Spread the snack into warm sterilized jars and close them with lids. This appetizer can be used as a side dish or as a main dish (e.g. during Lent).
Eggplant with carrots
This simple recipe is easy to replicate in your kitchen.
Required products:
- Eggplant - one and a half kilograms.
- Carrots and tomatoes - 500 grams each.
- S alt –one and a half st. spoons.
- Sugar - two tablespoons.
- Vinegar 6% - 50 ml.
- Vegetable oil - 50 ml.
So, we are preparing delicious marinated eggplants. Read the appetizer recipe below:
- Cut the processed eggplant lengthwise, and then cut the blanks into pieces. Remove vegetables and sprinkle with s alt. Leave them for one hour for the bitterness to disappear.
- Peel the carrots and grate on a coarse grater.
- Cut the tomatoes in half and grate them. Discard the skin.
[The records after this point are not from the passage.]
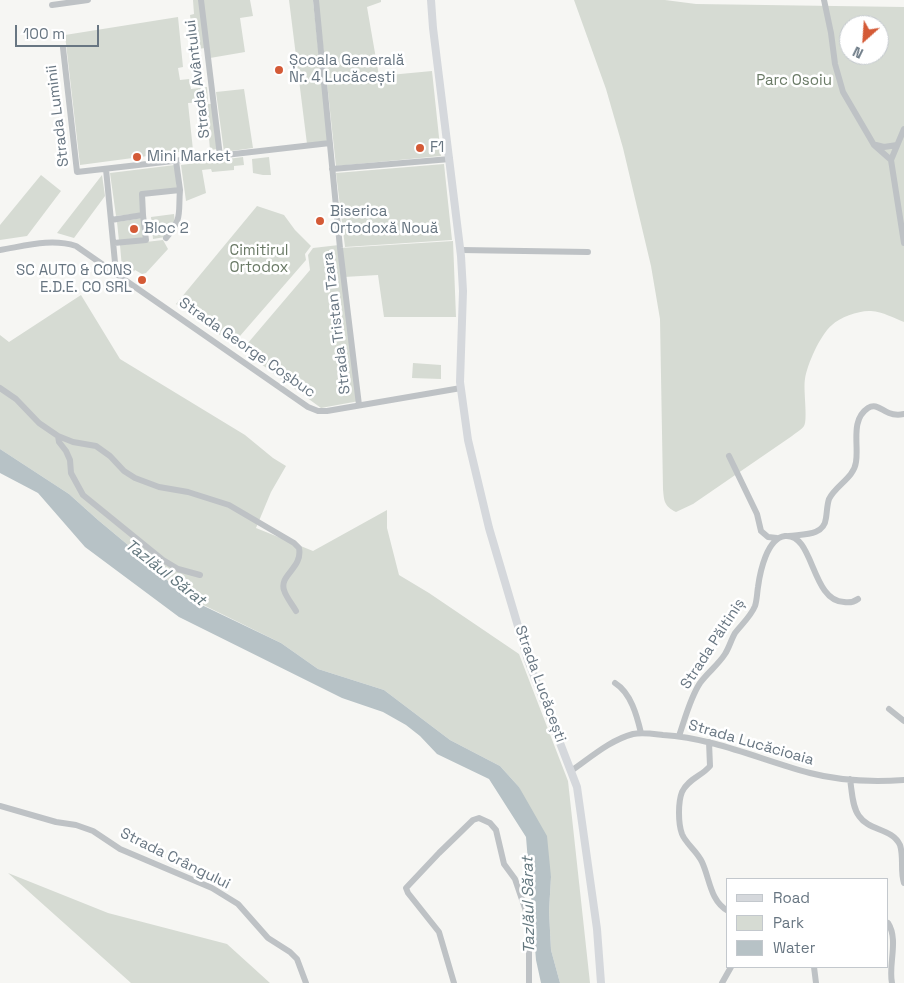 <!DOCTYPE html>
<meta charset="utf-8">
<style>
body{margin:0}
#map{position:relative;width:904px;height:983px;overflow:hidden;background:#f6f6f3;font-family:"Space Grotesk",sans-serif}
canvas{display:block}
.legend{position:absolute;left:726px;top:878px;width:162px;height:90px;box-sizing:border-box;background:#fff;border:1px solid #c3c8cd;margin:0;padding:6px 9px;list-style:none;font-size:15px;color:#687682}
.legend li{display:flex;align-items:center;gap:10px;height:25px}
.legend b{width:25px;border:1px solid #c3c8cd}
.north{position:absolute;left:839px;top:15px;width:50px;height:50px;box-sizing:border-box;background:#fff;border:1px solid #c3c8cd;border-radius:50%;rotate:206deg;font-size:14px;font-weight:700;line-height:20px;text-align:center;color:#687682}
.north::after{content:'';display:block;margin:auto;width:18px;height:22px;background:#d45a36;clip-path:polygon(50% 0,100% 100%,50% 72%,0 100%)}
.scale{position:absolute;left:15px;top:25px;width:84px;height:22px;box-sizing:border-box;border:2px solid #687682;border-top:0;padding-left:6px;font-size:15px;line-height:18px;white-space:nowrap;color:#687682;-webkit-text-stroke:4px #fff;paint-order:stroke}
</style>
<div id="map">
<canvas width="904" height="983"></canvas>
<ul class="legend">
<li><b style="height:6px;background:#d5d8dc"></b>Road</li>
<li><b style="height:14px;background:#d6dbd3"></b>Park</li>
<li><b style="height:14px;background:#b7c2c6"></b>Water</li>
</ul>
<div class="north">N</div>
<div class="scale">100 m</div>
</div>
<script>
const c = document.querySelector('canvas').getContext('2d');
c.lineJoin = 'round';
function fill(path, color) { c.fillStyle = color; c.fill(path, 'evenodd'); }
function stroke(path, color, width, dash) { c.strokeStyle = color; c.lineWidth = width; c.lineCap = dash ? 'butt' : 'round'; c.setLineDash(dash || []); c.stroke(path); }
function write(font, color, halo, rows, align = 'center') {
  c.font = font + ' "Space Grotesk",sans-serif'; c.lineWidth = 5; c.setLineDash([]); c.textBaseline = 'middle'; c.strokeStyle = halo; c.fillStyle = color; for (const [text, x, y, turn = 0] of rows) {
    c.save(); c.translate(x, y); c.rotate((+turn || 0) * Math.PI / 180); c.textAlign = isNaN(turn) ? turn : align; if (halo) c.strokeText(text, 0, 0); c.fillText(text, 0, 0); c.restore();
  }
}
fill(new Path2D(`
 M193,0H199L205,48L198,49L197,42H193L190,15L194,14Z
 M203,0H250L253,16L240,18L245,52L210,58Z
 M289,0H313L328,141L307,144Z
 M318,0H381V2L367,7L379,76L432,71L441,156L336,166Z
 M574,0H665L696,4L904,7V322C894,318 883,312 871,311C860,310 840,317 832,325C820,335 807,365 805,379C803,389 808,420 804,426C802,429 796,433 792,436L693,504L676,512C664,506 664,501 663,489L660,319L651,266L623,148L606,89ZM849,25H879V55H849Z
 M178,17L183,67L178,68L180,80L189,79L191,89L207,87L208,102L188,103L193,150L80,165L65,35Z
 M244,89L253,148L224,152L216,92Z
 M206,104H212L217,149L210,150L209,138H206L203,116L207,115Z
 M243,157L244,165L234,166V170L212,172L211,169L202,170L206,193L186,201L181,165Z
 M269,157L271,175H263L253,173L252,159Z
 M444,164L452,240L345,247L336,173Z
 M175,165L177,188L140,193L142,213L116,216L110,173Z
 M41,175L61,191L27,236L0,240V225Z
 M102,175L105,196L74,238L57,233Z
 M257,206L284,215L295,230L311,246L305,254L306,260L233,344L176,304Z
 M174,214L175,223L165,237L153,239L151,217Z
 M142,218L145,238L119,241L117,222Z
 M163,240L168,249L146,273L142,274L135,270L132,274L122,268L120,245Z
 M453,241L456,317H384L378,275L344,277L340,248Z
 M339,245L359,401L321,408L242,350L310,270L308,255L313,248Z
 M81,295L120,359L245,435L273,458L286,466L271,492L256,528L313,551L387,510V528L399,575L429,593L519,654L568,781L590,983H560L551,950L549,911L551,877L519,787L500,766L450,740L384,690L318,669L281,643L185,596L146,560L98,520L69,494L0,449V335L9,342Z
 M413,363L441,365V379L412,378Z
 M8,873L108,913L227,944L270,983H131Z`), '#d6dbd3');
fill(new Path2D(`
 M0,449L69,494L98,520L146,560L185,597L281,643L318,669L384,690L450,740L500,766L519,787L547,836L551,877L549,911L551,950L560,983H541L536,960L526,837L489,779L437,754L420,736L406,725L383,712L342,698L179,617L85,547L38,493L0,473Z`), '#b7c2c6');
stroke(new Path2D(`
 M201,0L220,156
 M316,0L340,248L359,405
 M824,0L831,33L835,64L843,92L874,145L891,160
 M52,5L88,0
 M63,48L77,172L330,143
 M904,129L891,160L904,243
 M876,145L884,147L897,145
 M106,169L116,273
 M332,169L450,159
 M143,215L142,194L180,190L176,161
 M111,220L143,215L146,240L114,243
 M166,238C183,218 178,214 180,190
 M0,250C25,246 51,238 76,246L308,407L318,411H327L461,388
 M461,250L588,252
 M0,388L16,399L39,423L58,436L59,442L66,451L70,460L71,473L83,495L163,560L178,569L200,575
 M58,436L73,442L96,446L110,456L124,471L135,478L159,487L188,492L229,505L294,543L299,548C303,568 279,575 284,590C286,597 292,604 296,611
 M729,456L757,514L761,531L768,537L777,538
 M789,536C804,534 824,536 826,518C827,512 827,505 829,499C836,485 854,478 856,462C859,445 850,420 868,408C876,403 881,410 889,413C894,415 899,415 904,414
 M615,683C631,693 637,716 641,733
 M889,709L904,721
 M679,736C685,719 690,698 700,683C708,672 718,665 725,654C729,648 731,640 735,633C742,624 751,616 755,606C757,600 757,593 758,587C760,572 767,538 785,536C814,533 811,601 844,602C850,603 854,602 858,599
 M709,742L710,766C702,776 688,779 682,792C678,802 678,823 682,834C686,844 697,851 702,862C710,879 710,901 728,911
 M571,771C590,758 610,740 633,734C643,732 654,734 663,735C714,738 761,760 810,773C840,781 873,782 904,780
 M850,779C852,791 852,807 859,816C869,831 892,828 900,845C904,857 900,871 904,883
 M0,806L56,822L76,825L93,831L120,849L212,888L238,904L268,938L290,952L297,959L306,983
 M888,923C899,940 888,965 892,983
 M814,967L816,983
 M454,983L439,932L408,893L406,888L439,853L473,820L479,818L490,823L496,830L504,864L515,879L529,920V983
 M722,983L731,967`), '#bec2c5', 6);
stroke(new Path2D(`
 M431,0L433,28L461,256L463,291L460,382L468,440L489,528L528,660L577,787L597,929L601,983`), '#d5d8dc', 8);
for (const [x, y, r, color] of [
 [279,70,5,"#d45a36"],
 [420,148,5,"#d45a36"],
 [137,157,5,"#d45a36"],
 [320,221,5,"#d45a36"],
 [134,229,5,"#d45a36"],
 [142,280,5,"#d45a36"]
]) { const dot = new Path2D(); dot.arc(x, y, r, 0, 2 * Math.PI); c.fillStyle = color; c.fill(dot); stroke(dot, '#fff', 2); }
write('15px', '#687682', '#fff', [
 ["Școala Generală",289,61],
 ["Nr. 4 Lucăcești",289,78],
 ["F1",430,148],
 ["Mini Market",147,157],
 ["Biserica",330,212],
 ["Ortodoxă Nouă",330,229],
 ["Bloc 2",144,229],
 ["SC AUTO & CONS",132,271,"right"],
 ["E.D.E. CO SRL",132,288,"right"]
], 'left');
write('15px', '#687682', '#fff', [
 ["Strada Avântului",198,79,-97],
 ["Strada Luminii",58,116,-97],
 ["Strada Tristan Tzara",337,323,-97],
 ["Strada George Coșbuc",247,348,35],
 ["Strada Păltiniș",713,644,-57],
 ["Strada Lucăcești",540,684,70],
 ["Strada Lucăcioaia",751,743,16],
 ["Strada Crângului",175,859,26]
]);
write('15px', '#6a7a66', '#fff', [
 ["Parc Osoiu",794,81],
 ["Cimitirul",259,251],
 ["Ortodox",259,268]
]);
write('italic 16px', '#63777e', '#fff', [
 ["Tazlăul Sărat",165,573,38],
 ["Tazlăul Sărat",529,905,-91]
]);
</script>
- Put the tomato puree and carrots into a saucepan, add s alt and sugar (half a tablespoon each). Vinegar and oil put in full size.
- Stir the marinade and bring it to a boil.
- After that, put the eggplants in the pan and cook them for another half an hour, remembering to stir occasionally.
- Add the remaining sugar and s alt, turn down the heat and cook for another 25 minutes.
Pour the finished salad into clean hot jars and roll up. Store eggplant until winter or start tasting it in a few days.
Conclusion
We're sure you'll love this delicious winter marinated eggplant. The appetizer recipes collected in this article are not overly complicated. Therefore, carefully read our instructions and feel free to get to work.